However, most of the people who have a professional-level knowledge of biology are definitely at the 'very low probability of life existing elsewhere' end of the spectrum of belief....... It seems that it is usually the SETI crowd and the 'passionate believers' who publicize the most wildly optimistic estimates about the odds of life existing in the rest of the universe; after all, their job depends on projecting an optimistic attitude.

Has Cox completed at least a few units of cellular and molecular biology at university? If not, I suggest that his views about the prevalence of life in the universe should be given little weight.

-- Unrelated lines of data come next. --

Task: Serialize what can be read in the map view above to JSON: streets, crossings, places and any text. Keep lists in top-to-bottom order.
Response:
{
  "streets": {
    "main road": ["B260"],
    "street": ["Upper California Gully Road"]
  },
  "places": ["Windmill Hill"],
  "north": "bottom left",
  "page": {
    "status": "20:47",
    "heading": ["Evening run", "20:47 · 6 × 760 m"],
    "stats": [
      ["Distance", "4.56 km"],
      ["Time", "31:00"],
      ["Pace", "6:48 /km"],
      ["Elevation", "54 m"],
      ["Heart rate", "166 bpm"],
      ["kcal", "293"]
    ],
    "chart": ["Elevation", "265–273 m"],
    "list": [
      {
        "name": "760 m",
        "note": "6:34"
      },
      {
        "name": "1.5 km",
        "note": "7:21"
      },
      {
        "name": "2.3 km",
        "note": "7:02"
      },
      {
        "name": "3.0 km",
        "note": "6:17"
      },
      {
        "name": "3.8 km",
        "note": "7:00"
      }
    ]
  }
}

You really need to have some tertiary biology to appreciate how 'super high tech' life really is.

An extremely detailed, but clearly written, discussion of the highly-multiple steps that have to be taken for complex organic molecules to organize themselves into a simple self-replicating life-form, can be found in :

"Life's Solution : Inevitable Humans in a Lonely Universe"
by Simon Conway-Morris
(Cambridge University Press)(Published 2004 and 2003)

(incidentally, some of the author's theological views do creep in to this book, but the scientific argument itself is impeccable)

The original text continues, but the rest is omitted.